Mon Nov 20, 2017, 11:59 AM
Nov 2017

It's supposedly the fiduciary for those who pay taxes. It makes loans, and like any other lender seeks to find ways to make sure it gets those loans repaid.

There are two telling things in that article that make me wonder what's not said elsewhere. The first is the single mother with a decent salary and large payments. If I had one kid and her income, I suspect I'd find a way to make the payment she was expected to make. It might not have been easy, but possible. I'll come back to this.

The second is the case of the woman who complained that her license was suspended for a week after she had received the notification and responded to it promptly. The suspension was an administrative mistake--but in itself that says that unless mistakes are the norm there was a way to avoid suspension. The requirement is to make "regular payments," not the "originally assessed payment," and when I was repaying my student loan I was constantly told that if I needed to renegotiate the amount of my monthly payment I could call, email, or write various places.

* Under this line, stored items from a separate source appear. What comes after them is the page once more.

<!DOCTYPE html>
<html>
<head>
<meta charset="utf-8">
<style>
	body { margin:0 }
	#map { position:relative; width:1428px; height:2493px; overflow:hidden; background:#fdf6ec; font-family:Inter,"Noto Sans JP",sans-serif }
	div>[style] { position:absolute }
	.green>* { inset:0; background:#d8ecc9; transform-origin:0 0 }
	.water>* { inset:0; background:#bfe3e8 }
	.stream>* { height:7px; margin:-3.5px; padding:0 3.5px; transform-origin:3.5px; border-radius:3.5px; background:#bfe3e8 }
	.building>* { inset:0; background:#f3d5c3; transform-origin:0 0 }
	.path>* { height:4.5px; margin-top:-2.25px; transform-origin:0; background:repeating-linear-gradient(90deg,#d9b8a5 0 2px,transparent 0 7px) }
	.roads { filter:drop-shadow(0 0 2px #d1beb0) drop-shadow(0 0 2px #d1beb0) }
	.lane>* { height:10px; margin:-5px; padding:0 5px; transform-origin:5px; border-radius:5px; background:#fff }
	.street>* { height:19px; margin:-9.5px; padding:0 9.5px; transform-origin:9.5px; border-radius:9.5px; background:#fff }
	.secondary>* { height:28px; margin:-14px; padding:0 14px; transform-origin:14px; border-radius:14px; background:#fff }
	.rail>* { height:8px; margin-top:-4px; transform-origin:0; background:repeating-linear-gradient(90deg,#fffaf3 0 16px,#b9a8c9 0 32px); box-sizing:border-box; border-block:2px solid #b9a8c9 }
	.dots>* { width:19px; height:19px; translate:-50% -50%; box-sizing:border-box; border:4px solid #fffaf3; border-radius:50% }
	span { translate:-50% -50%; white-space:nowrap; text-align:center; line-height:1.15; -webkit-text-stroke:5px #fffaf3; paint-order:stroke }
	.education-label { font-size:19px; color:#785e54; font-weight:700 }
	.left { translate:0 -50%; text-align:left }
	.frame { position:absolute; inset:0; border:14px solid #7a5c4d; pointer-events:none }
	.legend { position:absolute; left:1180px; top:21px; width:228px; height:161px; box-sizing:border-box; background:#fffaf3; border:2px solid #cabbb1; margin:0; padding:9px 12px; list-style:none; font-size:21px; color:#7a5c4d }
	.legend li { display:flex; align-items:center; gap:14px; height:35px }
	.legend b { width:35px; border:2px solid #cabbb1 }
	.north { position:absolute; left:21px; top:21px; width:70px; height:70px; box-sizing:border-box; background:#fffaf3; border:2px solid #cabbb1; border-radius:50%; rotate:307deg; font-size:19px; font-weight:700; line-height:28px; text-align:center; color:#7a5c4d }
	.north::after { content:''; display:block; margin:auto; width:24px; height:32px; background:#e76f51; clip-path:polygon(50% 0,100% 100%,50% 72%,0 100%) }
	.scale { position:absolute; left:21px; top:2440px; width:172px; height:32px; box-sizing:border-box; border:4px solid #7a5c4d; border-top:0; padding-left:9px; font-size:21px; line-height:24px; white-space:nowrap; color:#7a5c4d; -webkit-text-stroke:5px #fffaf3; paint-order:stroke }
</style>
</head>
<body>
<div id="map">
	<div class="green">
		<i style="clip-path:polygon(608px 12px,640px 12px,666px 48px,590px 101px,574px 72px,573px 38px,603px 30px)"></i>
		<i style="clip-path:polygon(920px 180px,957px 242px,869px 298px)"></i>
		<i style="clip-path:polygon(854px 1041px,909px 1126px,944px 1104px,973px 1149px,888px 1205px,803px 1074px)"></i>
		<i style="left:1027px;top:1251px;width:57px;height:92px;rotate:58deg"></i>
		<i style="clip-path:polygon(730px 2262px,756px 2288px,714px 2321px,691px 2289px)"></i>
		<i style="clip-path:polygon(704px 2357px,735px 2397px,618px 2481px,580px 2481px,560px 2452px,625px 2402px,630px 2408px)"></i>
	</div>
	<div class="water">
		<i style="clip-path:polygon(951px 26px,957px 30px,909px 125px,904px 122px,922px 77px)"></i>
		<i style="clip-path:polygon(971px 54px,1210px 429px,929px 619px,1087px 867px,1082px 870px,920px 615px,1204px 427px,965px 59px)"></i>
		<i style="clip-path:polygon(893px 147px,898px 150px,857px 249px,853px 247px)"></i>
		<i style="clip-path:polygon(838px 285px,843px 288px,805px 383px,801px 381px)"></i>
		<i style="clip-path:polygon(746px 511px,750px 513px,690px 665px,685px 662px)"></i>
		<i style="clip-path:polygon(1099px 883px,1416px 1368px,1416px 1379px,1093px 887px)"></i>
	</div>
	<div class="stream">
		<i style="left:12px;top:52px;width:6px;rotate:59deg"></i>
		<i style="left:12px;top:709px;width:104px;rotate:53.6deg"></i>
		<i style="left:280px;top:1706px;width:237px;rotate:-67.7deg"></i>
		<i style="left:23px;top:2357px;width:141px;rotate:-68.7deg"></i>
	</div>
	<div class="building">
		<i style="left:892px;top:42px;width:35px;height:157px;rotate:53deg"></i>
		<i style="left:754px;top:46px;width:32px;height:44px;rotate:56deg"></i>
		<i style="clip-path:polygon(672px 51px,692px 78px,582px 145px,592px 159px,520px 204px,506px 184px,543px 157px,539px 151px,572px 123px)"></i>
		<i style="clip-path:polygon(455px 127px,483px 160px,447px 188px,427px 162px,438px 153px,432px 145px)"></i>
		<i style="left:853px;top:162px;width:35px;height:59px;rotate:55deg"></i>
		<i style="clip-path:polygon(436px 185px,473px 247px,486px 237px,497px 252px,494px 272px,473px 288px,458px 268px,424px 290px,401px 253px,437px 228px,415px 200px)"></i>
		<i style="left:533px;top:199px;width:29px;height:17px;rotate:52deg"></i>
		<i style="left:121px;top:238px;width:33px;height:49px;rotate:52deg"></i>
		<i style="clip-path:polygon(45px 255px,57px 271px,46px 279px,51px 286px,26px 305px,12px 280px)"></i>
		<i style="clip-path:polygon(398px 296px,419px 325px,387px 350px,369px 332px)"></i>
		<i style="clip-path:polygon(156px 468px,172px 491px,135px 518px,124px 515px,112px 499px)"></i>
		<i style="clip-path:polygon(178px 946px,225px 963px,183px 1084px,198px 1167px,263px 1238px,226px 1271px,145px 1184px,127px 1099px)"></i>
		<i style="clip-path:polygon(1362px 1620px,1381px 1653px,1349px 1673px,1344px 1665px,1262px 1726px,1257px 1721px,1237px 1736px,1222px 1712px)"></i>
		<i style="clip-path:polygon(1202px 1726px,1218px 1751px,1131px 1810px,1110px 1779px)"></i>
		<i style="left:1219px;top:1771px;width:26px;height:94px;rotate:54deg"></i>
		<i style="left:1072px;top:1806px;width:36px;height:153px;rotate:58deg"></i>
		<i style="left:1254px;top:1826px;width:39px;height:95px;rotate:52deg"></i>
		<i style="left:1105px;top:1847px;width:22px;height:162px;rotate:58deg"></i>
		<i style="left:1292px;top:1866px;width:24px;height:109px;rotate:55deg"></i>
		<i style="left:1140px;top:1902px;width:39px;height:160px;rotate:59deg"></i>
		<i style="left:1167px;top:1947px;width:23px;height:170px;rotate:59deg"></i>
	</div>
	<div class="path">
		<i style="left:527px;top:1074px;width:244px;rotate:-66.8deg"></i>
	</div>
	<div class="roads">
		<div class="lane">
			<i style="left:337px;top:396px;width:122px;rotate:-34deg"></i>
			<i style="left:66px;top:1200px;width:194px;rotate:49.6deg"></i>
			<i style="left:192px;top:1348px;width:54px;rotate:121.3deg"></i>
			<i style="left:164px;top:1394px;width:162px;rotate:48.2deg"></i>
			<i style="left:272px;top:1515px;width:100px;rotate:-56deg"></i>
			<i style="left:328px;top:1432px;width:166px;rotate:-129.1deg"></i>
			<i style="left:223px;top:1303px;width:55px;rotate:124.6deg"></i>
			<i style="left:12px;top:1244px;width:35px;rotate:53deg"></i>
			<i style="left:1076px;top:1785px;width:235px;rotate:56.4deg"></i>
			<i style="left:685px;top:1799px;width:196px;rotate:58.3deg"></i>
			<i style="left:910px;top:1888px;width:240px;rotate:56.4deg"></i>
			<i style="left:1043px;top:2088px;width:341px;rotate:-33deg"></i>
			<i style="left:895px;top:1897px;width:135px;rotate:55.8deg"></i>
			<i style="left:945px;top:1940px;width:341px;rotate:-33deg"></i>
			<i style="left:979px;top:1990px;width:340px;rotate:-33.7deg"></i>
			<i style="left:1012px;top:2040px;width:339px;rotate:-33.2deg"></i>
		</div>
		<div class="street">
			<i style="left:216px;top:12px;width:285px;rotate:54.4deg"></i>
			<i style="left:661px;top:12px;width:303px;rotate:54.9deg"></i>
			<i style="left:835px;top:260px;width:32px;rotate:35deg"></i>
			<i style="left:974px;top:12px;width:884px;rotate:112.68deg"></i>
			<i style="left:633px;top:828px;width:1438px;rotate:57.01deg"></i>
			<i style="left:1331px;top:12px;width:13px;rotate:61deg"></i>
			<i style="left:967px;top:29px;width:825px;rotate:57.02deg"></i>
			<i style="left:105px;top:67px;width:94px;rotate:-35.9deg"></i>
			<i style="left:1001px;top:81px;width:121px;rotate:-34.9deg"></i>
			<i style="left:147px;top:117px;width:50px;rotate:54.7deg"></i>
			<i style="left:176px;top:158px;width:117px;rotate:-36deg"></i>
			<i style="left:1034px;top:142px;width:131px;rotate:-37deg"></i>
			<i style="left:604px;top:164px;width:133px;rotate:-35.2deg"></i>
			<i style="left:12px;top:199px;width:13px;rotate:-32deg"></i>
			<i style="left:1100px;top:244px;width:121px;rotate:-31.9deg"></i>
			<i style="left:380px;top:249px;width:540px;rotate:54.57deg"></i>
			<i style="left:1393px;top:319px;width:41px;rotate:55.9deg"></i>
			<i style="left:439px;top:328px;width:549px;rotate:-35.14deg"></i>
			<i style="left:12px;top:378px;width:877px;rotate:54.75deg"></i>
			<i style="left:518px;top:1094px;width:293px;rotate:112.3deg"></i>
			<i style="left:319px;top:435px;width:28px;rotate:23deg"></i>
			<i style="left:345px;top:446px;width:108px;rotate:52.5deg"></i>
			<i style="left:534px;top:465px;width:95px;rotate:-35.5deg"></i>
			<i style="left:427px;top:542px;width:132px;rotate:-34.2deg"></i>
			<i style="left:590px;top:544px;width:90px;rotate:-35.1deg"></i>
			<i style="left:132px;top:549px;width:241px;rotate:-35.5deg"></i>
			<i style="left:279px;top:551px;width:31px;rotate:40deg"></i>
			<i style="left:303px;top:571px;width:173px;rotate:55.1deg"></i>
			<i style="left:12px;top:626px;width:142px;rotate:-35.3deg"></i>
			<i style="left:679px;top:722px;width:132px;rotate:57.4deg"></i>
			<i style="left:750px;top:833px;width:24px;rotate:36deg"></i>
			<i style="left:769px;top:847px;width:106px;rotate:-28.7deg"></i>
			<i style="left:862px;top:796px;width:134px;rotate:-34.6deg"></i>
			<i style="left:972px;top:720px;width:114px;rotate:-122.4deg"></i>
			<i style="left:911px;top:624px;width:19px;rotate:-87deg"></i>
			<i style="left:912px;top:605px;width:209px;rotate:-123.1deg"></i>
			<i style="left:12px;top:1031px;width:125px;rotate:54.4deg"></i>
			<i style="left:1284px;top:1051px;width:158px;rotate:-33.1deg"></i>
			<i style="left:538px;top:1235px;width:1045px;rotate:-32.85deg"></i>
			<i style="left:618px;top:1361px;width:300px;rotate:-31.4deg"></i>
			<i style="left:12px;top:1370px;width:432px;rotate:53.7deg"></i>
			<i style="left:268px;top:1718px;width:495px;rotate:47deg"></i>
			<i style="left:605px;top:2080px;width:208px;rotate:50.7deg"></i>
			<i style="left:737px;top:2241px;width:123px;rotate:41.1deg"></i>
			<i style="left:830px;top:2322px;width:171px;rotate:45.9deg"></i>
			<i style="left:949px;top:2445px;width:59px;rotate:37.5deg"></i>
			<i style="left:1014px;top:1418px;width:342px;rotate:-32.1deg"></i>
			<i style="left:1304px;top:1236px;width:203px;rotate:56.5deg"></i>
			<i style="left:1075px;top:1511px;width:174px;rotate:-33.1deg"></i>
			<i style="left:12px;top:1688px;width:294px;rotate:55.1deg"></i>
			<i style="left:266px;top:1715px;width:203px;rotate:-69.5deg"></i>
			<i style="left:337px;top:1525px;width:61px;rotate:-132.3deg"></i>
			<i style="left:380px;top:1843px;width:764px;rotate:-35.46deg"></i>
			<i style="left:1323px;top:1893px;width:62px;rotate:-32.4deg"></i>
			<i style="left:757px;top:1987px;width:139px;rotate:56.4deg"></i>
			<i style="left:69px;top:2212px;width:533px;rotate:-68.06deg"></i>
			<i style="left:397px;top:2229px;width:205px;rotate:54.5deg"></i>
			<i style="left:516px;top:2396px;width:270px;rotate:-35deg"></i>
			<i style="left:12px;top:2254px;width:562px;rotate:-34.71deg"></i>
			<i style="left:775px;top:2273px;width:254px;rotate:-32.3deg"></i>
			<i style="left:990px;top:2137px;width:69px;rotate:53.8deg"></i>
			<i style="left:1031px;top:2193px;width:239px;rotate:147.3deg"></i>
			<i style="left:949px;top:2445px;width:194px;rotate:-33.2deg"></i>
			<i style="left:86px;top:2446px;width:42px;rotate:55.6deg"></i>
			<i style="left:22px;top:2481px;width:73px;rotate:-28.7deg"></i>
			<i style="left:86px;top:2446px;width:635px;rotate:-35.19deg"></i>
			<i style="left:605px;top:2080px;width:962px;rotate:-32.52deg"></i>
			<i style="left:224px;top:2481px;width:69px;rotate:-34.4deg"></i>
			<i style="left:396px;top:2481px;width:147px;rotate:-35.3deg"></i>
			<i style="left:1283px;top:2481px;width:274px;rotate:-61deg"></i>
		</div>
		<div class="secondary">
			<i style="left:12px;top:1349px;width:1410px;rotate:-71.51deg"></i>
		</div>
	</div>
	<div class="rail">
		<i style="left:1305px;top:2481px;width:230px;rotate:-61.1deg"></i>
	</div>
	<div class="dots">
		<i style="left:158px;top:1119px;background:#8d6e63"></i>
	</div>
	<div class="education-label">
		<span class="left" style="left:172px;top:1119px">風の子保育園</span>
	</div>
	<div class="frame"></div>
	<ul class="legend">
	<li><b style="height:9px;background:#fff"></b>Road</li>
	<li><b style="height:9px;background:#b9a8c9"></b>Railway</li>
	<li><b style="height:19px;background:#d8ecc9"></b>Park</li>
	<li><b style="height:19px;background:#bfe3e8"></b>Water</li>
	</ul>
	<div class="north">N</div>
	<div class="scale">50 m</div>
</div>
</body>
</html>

Going back to the first "telling thing," I find that the reporter is being grossly negligent if s/he failed to report that the woman responded to the notice that she would be under penalty if she didn't make payments, and doubly negligent if the woman had tried to negotiate a lower monthly payment and wasn't successful because of administrative technicalities. (And triply so if she worked at a Title I school and didn't try to get covered by loan forgiveness programs. Those may be discontinued now or being discontinued now, but until recently they were very much in force if you taught at a Title I school. I've known teachers who worked at such schools for exactly the amount of time necessary for loan forgiveness.)